Then, the cooling medium flows to the second water tank 320 at the
right side S22 of the water cooling device 50 along the third
flow-guiding direction W3. Then, the cooling medium flows to the
rear side of the water cooling device 50 and flows into another
portion of water tubes 500 (e.g., the rear and lower water tubes).
Then, the cooling medium returns to the outlet ports B and the
water outlet 120. Consequently, the third flow-guiding direction W3
of the cooling medium as shown in FIG. 5C is defined. The third
flow-guiding direction W3 is similar to the second flow-guiding
direction W2. That is, the cooling medium flows along the
forward/backward direction of the water cooling device 50.
[0081] Moreover, the locations and structures of the first chamber
and the second chamber of the communication structure in the water
cooling device may be varied according to the practical
requirements.
[0082] FIG. 6A is a schematic perspective view illustrating a
portion of the water cooling device according to a sixth embodiment
of the present invention. FIG. 6B is a schematic perspective view
illustrating a portion of the water tubes as shown in FIG. 1A and a
portion of the communication structure and the water tank as shown
in FIG. 6A. FIG. 6C schematically illustrates the flowing direction
of the cooling medium in the water tube as shown in FIG. 6B. In
comparison with the above embodiments, the first chamber and the
second chamber of the communication structure 103.

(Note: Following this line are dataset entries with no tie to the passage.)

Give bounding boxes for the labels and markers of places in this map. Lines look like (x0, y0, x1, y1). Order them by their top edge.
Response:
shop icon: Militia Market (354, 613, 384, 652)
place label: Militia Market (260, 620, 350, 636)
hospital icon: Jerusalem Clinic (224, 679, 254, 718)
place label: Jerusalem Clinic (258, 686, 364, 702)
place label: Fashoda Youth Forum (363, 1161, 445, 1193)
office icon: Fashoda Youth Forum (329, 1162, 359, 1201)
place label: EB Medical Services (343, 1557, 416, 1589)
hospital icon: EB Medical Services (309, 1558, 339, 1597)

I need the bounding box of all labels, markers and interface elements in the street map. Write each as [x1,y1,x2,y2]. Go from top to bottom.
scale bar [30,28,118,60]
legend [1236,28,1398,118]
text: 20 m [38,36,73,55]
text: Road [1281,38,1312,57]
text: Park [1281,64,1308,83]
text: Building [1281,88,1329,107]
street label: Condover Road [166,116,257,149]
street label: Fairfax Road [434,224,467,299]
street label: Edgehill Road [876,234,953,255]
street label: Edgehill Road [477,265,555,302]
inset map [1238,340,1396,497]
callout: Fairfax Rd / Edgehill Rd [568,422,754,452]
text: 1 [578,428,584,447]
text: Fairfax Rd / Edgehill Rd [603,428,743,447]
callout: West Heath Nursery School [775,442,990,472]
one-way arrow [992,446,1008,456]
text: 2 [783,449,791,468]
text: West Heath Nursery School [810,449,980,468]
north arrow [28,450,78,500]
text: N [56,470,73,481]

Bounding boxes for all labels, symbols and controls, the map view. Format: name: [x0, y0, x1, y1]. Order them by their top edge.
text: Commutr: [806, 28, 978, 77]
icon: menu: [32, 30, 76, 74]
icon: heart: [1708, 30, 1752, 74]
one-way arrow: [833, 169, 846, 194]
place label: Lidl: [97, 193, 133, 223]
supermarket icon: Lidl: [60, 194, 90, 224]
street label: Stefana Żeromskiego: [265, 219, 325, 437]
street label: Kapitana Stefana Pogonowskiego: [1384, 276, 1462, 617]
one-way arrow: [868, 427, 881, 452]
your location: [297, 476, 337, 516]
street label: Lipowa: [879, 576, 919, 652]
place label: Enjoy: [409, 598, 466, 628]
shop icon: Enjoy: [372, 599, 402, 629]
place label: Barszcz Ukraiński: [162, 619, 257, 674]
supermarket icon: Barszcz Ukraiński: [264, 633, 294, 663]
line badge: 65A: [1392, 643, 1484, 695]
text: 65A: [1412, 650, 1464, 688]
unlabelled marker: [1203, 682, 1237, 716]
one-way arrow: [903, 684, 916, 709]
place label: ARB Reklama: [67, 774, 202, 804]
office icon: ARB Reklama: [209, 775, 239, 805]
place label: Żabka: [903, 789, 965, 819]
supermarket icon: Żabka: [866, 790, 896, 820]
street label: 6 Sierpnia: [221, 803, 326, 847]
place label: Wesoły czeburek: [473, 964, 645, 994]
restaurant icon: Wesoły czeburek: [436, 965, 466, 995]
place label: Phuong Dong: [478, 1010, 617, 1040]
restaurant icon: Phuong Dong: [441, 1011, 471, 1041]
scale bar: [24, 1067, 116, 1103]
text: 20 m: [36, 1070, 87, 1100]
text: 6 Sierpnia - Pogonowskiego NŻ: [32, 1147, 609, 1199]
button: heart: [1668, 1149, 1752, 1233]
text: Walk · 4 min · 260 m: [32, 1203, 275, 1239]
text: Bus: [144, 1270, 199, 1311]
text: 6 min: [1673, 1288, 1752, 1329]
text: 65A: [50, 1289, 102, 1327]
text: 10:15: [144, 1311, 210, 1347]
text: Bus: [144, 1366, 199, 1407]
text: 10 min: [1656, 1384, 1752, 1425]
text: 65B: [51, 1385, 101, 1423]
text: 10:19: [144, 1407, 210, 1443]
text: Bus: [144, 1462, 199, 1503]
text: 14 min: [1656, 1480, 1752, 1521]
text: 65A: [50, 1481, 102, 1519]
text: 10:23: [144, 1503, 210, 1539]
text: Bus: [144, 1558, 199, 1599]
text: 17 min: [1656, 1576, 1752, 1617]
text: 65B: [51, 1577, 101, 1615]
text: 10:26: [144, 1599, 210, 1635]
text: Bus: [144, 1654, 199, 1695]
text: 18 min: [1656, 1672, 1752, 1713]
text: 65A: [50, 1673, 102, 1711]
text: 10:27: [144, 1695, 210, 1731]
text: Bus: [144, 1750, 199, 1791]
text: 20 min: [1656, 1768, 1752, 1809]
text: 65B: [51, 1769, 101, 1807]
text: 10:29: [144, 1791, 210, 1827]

[0083] As shown in FIG. 6A, the communication structure 103 is
installed in a water cooling structure 200. For example, the water
cooling structure 200 is a single water-cooling radiator. A first
water tank 310 is installed on a left surface of the water cooling
structure 200. A second water tank 320 is installed on a right
surface of the water cooling structure 200. A water inlet 110 and a
water outlet 120 of the communication structure 103 are formed in a
front surface of the water cooling device 60 (i.e., a front side
S33) along the X-axial direction.
[0084] The communication structure 103 further comprises at least
three lateral surfaces S13, S23 and S41. The three lateral surfaces
S13, S23 and S41 are located beside a receiving surface of the
water cooling structure 200. Moreover, the communication structure
103 is located near a middle region of the water cooling structure
200. Moreover, the communication structure 103 is divided into a
first chamber 111 and a second chamber 121 through a partition
plate 100d. The first chamber 111 and the second chamber 121 are
located at the same level with each other. Since the contact area
between the communication structure 103 and the water cooling
structure 200 is increased, the heat dissipating efficiency and the
heat transfer efficiency of the overall water cooling device 60 are
enhanced.
[0085] The flow-guiding direction of the cooling medium in the
water cooling device 60 of the sixth embodiment will be described
with reference to FIGS. 6B and 6C. After the cooling medium flows
into the first chamber 111 through the left water inlet 110 of the
communication structure 103, the cooling medium flows along a
fourth flow-guiding direction W4. That is, the cooling medium flows
through the plural inlet ports A, first-portion water tubes 500a of
the water tubes 500, the first water tank 310, second-portion water
tubes 500b of the water tubes 500, the second water tank 320,
third-portion water tubes 500c, the plural outlet ports B, the
second chamber 121 and the water outlet 120 sequentially. The water
outlet 120 is externally connected with the output/input end 810 of
the water block 800. The water outlet 120 is in communication with
the water inlet 110 through the output/input end 810. Consequently,
a flow-guiding path is defined.
[0086] Similarly, the locations of the water inlet 110 and the
water outlet 120 may be varied according to the flow-guiding
direction of the cooling medium. In the sixth embodiment, the
fourth flow-guiding direction W4 is a counterclockwise direction.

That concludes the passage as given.